Community Structure in Product-Purchase Networks

Researcher: Roxana Pamfil
Academic Supervisors: Sam Howison and Mason Porter (UCLA)
Industrial Supervisors: Rosie Prior and Shreena Patel

Background

With the introduction of store loyalty cards in recent decades, there has been an ever-growing body of data on shopping habits and preferences. Despite this rich data, understanding and predicting consumer behaviour remains a difficult problem. This is due to the myriad of factors that affect consumers' decisions (anything from mood to current weather), the inherent incompleteness of the data (as customers may frequent more than one supermarket chain), and the ever-changing needs and habits of customers (such as increased preference for healthier foods).

A network model of shopping activity consists of customers connected to products that they previously purchased. It is common to add weights to these edges to indicate frequency of purchase. Densely connected clusters or "communities" in these networks reveal customers with similar preferences and the products that they buy the most. The goal of this project is to devise suitable community-detection algorithms for these networks. Once customers and products are partitioned in this way, one can fill in "missing links" within communities to recommend new products to customers.

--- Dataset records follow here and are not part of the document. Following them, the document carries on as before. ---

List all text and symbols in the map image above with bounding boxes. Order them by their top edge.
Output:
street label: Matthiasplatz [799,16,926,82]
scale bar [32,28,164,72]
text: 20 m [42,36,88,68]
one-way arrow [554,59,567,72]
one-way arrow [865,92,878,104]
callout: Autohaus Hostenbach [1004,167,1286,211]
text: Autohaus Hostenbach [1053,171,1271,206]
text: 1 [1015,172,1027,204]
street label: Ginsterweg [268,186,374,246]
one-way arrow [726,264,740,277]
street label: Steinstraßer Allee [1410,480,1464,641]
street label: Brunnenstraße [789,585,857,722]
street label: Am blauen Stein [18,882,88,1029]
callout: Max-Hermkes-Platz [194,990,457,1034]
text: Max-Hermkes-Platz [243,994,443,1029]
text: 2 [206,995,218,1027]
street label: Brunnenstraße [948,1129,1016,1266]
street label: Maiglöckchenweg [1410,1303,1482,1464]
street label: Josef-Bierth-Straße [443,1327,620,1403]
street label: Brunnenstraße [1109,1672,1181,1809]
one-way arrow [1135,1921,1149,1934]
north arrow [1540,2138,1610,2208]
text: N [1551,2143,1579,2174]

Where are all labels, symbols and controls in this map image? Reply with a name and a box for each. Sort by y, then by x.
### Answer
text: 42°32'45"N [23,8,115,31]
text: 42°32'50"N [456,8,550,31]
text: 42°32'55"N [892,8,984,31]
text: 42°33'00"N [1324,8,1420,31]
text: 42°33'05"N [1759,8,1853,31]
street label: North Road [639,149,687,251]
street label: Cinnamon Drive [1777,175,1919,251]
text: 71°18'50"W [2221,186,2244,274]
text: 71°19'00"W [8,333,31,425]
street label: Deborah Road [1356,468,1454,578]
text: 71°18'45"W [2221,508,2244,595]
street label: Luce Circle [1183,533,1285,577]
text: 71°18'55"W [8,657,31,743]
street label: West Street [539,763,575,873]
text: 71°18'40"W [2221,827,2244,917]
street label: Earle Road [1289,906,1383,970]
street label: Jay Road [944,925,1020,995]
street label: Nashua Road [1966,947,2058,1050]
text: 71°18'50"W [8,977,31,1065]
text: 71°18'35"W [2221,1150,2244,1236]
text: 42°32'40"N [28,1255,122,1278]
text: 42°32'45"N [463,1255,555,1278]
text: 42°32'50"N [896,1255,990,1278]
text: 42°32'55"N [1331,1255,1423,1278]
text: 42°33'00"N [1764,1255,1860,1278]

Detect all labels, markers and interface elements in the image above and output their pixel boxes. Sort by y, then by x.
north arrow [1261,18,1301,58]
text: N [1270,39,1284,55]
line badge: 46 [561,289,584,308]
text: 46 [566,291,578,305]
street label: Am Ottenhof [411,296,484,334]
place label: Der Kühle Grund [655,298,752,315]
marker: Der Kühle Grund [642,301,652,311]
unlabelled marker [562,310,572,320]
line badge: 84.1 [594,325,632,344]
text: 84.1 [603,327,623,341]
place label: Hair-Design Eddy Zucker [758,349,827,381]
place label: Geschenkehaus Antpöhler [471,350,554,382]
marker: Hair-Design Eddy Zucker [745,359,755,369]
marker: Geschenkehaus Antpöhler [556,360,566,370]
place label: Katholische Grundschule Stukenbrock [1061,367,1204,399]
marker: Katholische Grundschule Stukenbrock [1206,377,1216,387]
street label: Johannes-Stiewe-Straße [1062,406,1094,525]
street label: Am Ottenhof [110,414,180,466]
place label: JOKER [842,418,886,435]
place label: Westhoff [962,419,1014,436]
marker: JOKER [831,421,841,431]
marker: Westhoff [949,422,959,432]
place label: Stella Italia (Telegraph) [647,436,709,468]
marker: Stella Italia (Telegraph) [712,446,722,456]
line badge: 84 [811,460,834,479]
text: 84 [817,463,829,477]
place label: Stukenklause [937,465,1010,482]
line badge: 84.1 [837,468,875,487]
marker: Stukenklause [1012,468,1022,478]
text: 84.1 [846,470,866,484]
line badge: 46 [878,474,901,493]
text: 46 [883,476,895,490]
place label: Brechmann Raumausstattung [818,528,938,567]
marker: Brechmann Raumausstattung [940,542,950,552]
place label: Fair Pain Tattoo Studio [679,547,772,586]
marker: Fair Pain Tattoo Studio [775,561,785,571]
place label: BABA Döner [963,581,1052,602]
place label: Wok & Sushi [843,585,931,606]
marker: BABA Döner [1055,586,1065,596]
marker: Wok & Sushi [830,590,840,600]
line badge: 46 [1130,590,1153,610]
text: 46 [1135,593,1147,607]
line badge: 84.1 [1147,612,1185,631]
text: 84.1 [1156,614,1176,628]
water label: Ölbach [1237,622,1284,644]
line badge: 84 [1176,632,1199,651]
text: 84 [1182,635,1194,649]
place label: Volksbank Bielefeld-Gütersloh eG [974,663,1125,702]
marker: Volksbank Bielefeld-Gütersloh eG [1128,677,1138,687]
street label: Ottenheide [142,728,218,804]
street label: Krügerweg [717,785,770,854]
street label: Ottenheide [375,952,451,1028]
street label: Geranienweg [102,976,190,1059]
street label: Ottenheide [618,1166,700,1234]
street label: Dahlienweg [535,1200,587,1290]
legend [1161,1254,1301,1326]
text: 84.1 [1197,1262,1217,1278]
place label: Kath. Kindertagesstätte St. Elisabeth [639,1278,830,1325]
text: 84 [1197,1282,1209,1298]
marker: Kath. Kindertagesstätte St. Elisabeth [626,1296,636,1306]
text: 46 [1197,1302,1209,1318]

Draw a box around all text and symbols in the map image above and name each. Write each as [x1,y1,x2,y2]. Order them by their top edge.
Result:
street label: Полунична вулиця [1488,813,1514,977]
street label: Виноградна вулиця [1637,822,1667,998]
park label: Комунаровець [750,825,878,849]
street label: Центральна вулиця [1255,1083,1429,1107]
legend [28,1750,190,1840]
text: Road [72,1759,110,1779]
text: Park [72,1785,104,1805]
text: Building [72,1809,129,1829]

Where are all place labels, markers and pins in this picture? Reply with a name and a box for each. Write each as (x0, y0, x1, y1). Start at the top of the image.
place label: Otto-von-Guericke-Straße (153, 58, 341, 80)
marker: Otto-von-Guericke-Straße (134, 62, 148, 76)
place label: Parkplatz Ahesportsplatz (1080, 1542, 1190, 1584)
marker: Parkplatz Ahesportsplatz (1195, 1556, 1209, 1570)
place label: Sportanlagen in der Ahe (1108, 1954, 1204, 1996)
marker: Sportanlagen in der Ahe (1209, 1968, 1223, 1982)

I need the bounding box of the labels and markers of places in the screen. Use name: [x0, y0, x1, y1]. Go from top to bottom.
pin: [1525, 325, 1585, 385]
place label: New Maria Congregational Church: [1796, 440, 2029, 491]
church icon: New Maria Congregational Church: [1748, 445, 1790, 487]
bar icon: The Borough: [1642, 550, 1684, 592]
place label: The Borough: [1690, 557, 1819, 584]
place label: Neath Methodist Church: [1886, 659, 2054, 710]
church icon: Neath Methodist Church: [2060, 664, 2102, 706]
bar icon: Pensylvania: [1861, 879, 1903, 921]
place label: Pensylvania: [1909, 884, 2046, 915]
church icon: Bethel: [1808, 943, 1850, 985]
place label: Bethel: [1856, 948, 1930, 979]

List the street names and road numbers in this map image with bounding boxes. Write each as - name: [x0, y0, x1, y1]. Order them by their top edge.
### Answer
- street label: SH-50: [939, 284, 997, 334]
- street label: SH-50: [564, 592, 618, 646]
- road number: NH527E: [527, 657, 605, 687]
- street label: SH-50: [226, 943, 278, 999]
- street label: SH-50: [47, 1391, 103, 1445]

Figure 1: Schematic of a product-purchase network with three communities.

Outcomes

In our work, we have considered several network representations beyond the most basic one. Three examples are annotated networks, temporal networks, and multilevel networks.

Figure 2: We have studied community detection for different network representations relevant to consumer behaviour applications.

Annotated networks include some additional labels on the nodes; for our application, we label each product with the product category that it belongs to. These annotations give prior probabilities for products to belong to different communities. We found that this approach leads to improved results, as it reduces the uncertainty around the correct community membership of product nodes. An additional benefit is that the underlying statistical model allows stores to predict which customers would be most interested in a new product before it even appears on a shelf, just by looking at the category of that product.

Figure 3: These histograms show, for all product nodes, the extent to which they belong to their best community (expressed as a probability). Left: Without annotations, there is significant uncertainty as the model assigns many products with just 30–60% probability to their best community. Right: with annotations, these probabilities get skewed towards 1.

Because consumer preferences evolve constantly, a significant part of our work has been to develop methods that reveal changes in the structure of temporal networks. This approach helps uncover seasonal shopping patterns (e.g. turkey in the winter, Pimm's and strawberries in the summer), as well as more lasting changes in consumer preference (e.g. gluten-free options, health-conscious eating). Detecting communities in such "multilayer" networks is very much still an open problem. One popular method is to maximise a generalised version of an objective function known as modularity. Writing down multilayer modularity requires the specification of two types of resolution parameters, and choosing these appropriately is crucial for uncovering meaningful community structure in networks. One of our key results in this area is a method for inferring these parameter values in a principled way [1].

In multilevel networks, the layers define a hierarchy of single-layer networks. Outside the realm of consumer behaviour, an example would be collaboration networks between researchers (lowest level), departments (intermediate level), and universities (highest level). For product-purchase networks, multilevel representations provide a way to incorporate existing product hierarchies into the network structure. This is useful because the correct level of aggregation when constructing networks from transaction data is often not obvious from the start: should loose bananas be considered the same product as packed bananas, or should they be kept as separate nodes in the network? Adapting some of the methodology that we developed for temporal networks, we propose a community-detection algorithm for multilevel networks.

Our final contribution incorporates "edge correlation" in models of multilayer networks. For shopping networks, we expect there to be significant correlation between what a customer buys today and what they buy a few months from now, and these features are not being adequately captured by existing models. This work has implications not just for consumer behaviour and recommender systems, but also in fields like biology, where aggregating different (correlated) data sources is important for overcoming the high level of noise that is present in the data.

We are currently in the process of harnessing these models to identify relevant product recommendations for customers. We aim to test the quality of these recommendations by using historical data and, potentially, by sending coupons to customers to elicit their interest in those products.

Lay report

Publications

[1] Pamfil, A.R., Howison, S.D., Lambiotte, R. and Porter, M.A.. Relating modularity maximization and stochastic block models in multilayer networks. arXiv preprint arXiv:1804.01964 (2018).